Private school in Giza, Egypt

Deutsche Evangelische Oberschule (DEO; المدرسة الألمانیة الإنجیلیة الثانویة بالقاهرة) (German Evangelical High School) is a German school in Dokki, Giza, Egypt, in the Cairo metropolitan area. It is operated by the German Protestant community of Cairo.

== History ==
The initiative for a school was established by the Protestant congregation of Cairo. The school was built along with a rectory in the spring of 1873 on land given to the Prussian consul von Theremin by the Khedive Ismail. The language of instruction was French with 15 students attending. On 2 February 1878, there was a dispute about the school's ownership between the church and the school, which resulted in the school's becoming community owned and adding optional Arabic lessons. In 1880, the school further expanded to include 89 students in three classes. There were students of different nationalities with 28 Turks, 19 Egyptians, ten Italians, five Germans, five Swiss, five French, four Syrians, three English, three Scots, three Levantines and one each Austrian, Greek, Persian and Armenian. The school had students of different religions: 41 Muslim students, 19 Protestant, 14 Roman Catholic, seven Jewish, seven Coptic and one Greek Orthodox. After the English conquered Egypt in 1882, English courses were added to the school's curriculum. In 1908, the school was relocated to Boulaq with primary and secondary education facilities. A year later, their first "Einjährigenexamen" (a German secondary education exam) was made before the German examination committee.

Due to the First World War, students stopped going to school and by November 1914 the school was shut down. In 1920, England liquidated all the German properties including the community properties in Egypt. On 17 February 1930, the school was reopened with five students attending. In July 1933, the school was relocated to its old location. By 1939, the school had 13 classes with 130 students, but had to be closed again due to the start of the Second World War.

On 12 January 1953, the school was reopened with 18 students attending and the addition of a newly established kindergarten. The first director of the school was Artur Hachmeister. The school was than moved to Dr.-Mahmoud-Azmi-Straße 2 in Zamalek. The first "Reifeprüfung" (high school exam) was done by three female and three male students. On 1 October 1956, an Islam course was added to the school's curriculum which was required by the Egyptian government as of 26 June 1956. In 1957, Arabic was made a compulsory course for all students attending the school. The graduates of the school were eligible to attend Egyptian universities by January 1958. In 1959, the school's first Arabic division director, Auni Abder Rauf, was appointed. On 1 March 1977, the school was relocated to Dokki. In 2001, the school added a new course called "koeducative" religion for Muslim and Christian students.
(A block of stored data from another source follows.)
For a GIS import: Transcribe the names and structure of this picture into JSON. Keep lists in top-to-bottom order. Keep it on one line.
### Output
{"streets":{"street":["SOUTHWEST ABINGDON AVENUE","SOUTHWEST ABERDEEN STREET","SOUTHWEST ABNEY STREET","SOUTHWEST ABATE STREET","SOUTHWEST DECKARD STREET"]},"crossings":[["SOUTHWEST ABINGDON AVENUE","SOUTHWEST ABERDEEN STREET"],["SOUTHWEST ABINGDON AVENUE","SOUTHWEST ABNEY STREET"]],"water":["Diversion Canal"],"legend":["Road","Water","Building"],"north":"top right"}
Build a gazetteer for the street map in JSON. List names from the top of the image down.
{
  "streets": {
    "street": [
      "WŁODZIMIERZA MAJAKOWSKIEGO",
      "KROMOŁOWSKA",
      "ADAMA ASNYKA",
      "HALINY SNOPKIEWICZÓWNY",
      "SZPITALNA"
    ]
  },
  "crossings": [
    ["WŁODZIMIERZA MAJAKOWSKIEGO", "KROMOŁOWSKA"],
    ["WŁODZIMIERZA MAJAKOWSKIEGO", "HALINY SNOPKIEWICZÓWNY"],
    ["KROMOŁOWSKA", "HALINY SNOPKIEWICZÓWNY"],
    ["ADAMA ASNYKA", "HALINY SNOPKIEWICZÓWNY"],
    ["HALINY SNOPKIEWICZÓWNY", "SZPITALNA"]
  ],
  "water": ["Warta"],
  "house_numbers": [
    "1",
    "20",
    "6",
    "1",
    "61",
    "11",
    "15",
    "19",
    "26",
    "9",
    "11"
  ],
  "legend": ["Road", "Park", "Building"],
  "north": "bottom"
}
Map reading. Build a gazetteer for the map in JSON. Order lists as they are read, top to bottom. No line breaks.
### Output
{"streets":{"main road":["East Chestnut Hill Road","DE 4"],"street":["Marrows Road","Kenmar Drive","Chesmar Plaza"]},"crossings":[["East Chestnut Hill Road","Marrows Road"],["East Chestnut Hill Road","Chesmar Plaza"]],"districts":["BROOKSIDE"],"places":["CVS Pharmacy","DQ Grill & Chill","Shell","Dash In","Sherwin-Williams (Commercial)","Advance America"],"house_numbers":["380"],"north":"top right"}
== Notable former students==

- Naguib Sawiris, entrepreneur
- Nassef Sawiris, entrepreneur
- Aida el Ayoubi, singer, songwriter and guitarist

== Notable visitors ==
- On 22 March 1974, Germany's Chancellor Willy Brandt visited the school.
- On 27 February 1978, Germany's Chancellor Helmut Schmidt visited the school.
- In 1981, Egyptian president Anwar Sadat and his wife Jehan Sadat visited the school.
- In October 1984, Germany's President Richard von Weizsäcker visited the school.
- On 22 February 2000, Germany's President Johannes Rau visited the school.
- On 29 October 2019, Germany's Foreign Minister Heiko Maas visited the school.